> [Task prompt]:
Starting at the line that contains "Map reading. Build", return every line through the end of the entries below, exactly and with nothing else.

----

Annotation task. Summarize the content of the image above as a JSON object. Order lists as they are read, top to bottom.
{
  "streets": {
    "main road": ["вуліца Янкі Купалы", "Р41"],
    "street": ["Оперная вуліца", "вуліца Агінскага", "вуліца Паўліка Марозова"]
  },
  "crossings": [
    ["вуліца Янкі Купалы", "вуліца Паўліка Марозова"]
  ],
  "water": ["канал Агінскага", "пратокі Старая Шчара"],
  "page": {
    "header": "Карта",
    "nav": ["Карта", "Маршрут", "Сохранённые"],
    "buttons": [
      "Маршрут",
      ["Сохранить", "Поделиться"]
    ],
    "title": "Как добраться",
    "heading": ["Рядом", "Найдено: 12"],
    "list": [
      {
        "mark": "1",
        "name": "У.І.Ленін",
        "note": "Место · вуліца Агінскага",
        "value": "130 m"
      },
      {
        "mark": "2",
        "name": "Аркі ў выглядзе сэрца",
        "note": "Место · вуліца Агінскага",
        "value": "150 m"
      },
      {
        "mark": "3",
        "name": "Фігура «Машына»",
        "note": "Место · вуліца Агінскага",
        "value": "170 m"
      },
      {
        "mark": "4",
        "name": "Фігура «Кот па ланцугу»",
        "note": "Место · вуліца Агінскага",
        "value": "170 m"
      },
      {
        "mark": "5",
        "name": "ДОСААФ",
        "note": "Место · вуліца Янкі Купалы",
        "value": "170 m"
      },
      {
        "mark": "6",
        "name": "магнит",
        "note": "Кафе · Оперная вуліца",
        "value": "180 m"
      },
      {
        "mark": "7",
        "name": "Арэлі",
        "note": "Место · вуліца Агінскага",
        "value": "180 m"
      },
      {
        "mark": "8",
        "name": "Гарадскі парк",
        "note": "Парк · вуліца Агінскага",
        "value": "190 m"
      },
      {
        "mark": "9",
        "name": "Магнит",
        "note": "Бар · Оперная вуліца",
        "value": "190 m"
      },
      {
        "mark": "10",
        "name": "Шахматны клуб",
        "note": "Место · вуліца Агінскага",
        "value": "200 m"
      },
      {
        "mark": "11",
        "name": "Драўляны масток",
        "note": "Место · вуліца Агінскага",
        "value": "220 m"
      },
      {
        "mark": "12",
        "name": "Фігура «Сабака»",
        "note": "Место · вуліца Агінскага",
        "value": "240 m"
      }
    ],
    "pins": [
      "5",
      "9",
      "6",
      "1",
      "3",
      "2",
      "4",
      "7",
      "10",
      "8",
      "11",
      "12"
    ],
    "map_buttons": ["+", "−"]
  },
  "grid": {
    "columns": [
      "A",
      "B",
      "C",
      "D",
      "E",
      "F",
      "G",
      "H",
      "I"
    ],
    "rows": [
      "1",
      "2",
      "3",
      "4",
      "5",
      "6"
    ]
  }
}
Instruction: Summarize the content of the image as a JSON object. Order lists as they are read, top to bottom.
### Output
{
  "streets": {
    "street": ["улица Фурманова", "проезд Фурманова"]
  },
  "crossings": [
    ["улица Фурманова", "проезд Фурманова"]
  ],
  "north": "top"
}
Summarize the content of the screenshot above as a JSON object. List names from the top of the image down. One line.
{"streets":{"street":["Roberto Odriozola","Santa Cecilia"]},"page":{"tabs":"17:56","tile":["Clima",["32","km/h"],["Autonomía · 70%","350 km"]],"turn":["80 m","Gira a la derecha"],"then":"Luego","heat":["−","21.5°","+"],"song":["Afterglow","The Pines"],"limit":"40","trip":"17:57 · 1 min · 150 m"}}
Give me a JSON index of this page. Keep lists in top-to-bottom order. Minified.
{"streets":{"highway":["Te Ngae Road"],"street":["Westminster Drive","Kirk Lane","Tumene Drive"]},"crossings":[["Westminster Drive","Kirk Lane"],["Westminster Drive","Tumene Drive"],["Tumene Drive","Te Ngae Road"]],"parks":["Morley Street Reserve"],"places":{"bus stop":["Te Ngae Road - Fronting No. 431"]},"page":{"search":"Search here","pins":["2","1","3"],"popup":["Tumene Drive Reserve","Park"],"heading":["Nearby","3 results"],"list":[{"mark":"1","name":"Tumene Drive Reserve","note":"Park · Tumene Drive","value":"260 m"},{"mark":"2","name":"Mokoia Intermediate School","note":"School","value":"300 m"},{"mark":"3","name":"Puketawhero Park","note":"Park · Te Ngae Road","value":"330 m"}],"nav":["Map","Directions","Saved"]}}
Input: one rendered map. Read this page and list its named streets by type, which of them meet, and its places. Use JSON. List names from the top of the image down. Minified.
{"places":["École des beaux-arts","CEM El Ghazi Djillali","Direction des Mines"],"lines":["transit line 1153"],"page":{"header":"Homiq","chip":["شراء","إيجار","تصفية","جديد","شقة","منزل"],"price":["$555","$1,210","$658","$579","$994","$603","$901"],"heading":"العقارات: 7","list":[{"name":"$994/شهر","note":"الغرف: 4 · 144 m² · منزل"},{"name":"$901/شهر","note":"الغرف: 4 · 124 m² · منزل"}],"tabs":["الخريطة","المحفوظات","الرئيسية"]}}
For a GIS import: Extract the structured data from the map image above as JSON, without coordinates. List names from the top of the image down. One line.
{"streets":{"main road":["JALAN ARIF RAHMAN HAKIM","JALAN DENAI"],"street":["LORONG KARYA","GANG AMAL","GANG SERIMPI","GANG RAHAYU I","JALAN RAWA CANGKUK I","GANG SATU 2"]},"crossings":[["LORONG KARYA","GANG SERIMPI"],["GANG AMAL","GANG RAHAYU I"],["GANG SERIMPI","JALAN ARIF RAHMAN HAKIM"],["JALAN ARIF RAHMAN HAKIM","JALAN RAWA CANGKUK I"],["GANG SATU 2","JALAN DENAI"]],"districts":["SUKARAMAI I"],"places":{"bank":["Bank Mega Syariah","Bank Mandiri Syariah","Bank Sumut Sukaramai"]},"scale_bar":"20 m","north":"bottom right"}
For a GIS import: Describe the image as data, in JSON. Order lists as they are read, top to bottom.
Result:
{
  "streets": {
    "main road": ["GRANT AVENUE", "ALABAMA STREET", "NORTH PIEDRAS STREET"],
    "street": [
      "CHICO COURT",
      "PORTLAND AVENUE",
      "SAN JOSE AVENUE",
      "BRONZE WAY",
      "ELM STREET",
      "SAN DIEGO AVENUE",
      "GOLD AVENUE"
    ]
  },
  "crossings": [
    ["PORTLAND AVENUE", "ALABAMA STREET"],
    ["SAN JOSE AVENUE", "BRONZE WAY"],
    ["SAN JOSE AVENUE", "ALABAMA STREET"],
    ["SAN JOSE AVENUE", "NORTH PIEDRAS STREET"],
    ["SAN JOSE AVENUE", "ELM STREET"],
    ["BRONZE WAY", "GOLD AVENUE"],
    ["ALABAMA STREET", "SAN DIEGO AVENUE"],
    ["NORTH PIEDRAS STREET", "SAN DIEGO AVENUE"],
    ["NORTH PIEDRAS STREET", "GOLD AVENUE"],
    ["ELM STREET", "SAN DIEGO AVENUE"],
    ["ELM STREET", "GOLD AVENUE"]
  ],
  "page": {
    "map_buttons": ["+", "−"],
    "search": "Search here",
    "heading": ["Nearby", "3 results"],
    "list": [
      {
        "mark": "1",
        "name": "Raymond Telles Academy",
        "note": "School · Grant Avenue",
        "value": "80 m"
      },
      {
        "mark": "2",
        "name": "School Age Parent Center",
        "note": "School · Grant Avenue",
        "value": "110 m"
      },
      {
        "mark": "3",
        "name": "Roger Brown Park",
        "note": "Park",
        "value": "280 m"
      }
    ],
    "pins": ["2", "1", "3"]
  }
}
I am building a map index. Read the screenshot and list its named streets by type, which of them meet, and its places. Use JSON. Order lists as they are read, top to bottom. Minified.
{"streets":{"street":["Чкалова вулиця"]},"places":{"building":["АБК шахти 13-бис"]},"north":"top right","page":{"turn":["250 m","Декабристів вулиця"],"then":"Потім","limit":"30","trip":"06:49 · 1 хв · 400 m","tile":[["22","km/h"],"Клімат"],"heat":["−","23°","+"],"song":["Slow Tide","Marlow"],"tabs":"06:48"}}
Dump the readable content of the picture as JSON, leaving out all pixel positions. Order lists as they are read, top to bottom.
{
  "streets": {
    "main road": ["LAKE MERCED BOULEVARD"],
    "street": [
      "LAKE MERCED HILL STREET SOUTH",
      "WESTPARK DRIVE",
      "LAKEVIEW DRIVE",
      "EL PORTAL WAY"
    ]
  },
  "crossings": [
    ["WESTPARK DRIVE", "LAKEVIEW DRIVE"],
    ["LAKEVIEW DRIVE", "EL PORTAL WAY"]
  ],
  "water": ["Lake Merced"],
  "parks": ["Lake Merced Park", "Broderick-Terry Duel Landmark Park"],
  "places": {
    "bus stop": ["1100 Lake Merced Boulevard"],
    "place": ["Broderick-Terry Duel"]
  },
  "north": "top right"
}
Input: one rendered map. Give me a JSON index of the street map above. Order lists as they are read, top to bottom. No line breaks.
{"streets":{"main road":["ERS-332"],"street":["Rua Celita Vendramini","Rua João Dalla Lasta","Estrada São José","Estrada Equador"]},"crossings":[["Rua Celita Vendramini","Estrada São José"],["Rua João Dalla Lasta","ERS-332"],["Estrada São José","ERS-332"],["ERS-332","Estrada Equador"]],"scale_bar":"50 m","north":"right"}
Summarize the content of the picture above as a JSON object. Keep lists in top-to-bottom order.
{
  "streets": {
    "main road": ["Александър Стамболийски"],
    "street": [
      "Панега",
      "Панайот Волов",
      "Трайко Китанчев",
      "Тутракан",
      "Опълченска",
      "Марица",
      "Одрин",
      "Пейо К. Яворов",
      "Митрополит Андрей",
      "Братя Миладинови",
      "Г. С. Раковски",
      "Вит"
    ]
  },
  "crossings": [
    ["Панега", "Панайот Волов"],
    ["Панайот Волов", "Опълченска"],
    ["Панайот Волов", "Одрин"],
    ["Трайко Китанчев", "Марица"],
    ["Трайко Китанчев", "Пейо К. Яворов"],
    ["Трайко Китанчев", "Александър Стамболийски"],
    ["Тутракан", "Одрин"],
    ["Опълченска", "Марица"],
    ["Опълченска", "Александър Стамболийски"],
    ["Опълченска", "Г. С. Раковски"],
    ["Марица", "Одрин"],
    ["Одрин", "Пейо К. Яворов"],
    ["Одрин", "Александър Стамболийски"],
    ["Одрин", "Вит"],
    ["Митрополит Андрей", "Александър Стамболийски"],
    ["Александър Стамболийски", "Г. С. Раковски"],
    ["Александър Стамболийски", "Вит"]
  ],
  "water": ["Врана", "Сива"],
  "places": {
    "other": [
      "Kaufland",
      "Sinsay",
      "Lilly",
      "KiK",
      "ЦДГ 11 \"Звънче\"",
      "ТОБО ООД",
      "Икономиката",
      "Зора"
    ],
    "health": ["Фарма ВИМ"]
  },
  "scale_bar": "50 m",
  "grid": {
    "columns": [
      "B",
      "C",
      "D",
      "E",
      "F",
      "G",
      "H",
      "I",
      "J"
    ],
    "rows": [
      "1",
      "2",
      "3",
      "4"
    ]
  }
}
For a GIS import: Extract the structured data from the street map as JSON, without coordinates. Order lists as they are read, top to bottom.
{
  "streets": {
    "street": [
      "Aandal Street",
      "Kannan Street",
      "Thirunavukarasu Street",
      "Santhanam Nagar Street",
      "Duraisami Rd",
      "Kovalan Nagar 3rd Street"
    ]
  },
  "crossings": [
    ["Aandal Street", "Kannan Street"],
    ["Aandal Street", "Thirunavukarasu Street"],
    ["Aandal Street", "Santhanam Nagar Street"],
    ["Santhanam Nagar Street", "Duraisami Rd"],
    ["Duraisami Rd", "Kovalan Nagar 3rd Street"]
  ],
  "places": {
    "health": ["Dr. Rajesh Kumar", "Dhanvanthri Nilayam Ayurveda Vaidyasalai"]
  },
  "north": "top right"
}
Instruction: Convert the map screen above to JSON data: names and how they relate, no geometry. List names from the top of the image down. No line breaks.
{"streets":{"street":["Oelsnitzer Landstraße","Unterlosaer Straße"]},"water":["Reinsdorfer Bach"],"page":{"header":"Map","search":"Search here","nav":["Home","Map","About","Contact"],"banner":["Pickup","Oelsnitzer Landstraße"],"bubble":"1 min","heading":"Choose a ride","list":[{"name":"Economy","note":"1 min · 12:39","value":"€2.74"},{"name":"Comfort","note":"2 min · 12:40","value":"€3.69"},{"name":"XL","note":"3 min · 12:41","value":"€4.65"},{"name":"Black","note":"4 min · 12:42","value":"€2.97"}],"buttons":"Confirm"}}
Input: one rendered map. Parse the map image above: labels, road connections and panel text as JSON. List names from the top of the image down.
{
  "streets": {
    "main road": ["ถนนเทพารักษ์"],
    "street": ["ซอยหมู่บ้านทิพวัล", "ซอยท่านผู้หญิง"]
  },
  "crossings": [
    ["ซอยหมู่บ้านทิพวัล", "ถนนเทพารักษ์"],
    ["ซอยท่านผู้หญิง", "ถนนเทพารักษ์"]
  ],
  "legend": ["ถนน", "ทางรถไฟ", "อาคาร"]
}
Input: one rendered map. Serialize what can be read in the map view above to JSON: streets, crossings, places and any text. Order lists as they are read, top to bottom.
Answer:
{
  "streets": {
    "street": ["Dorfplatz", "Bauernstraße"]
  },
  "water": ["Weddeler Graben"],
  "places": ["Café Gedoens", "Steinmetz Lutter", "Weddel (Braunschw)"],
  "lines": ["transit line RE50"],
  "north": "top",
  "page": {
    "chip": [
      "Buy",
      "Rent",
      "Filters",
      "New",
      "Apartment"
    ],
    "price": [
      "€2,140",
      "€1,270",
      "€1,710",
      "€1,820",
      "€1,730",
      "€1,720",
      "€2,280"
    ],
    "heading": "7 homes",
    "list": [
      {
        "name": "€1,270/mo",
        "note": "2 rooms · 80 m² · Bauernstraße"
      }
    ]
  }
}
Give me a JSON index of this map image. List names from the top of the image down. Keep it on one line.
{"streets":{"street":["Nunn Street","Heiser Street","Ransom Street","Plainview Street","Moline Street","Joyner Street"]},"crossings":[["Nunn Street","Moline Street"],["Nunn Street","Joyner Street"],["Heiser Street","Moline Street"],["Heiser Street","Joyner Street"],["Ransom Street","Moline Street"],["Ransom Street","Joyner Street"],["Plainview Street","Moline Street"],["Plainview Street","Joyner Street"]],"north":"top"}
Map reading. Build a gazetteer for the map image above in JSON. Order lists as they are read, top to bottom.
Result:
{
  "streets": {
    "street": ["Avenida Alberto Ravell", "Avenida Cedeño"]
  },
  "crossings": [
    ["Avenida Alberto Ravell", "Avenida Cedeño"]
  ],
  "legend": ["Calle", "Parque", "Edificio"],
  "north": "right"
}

----

> [Exercise output]:
Map reading. Build a gazetteer for the map image above in JSON. Order lists as they are read, top to bottom.
Result:
{
  "streets": {
    "street": ["Avenida Alberto Ravell", "Avenida Cedeño"]
  },
  "crossings": [
    ["Avenida Alberto Ravell", "Avenida Cedeño"]
  ],
  "legend": ["Calle", "Parque", "Edificio"],
  "north": "right"
}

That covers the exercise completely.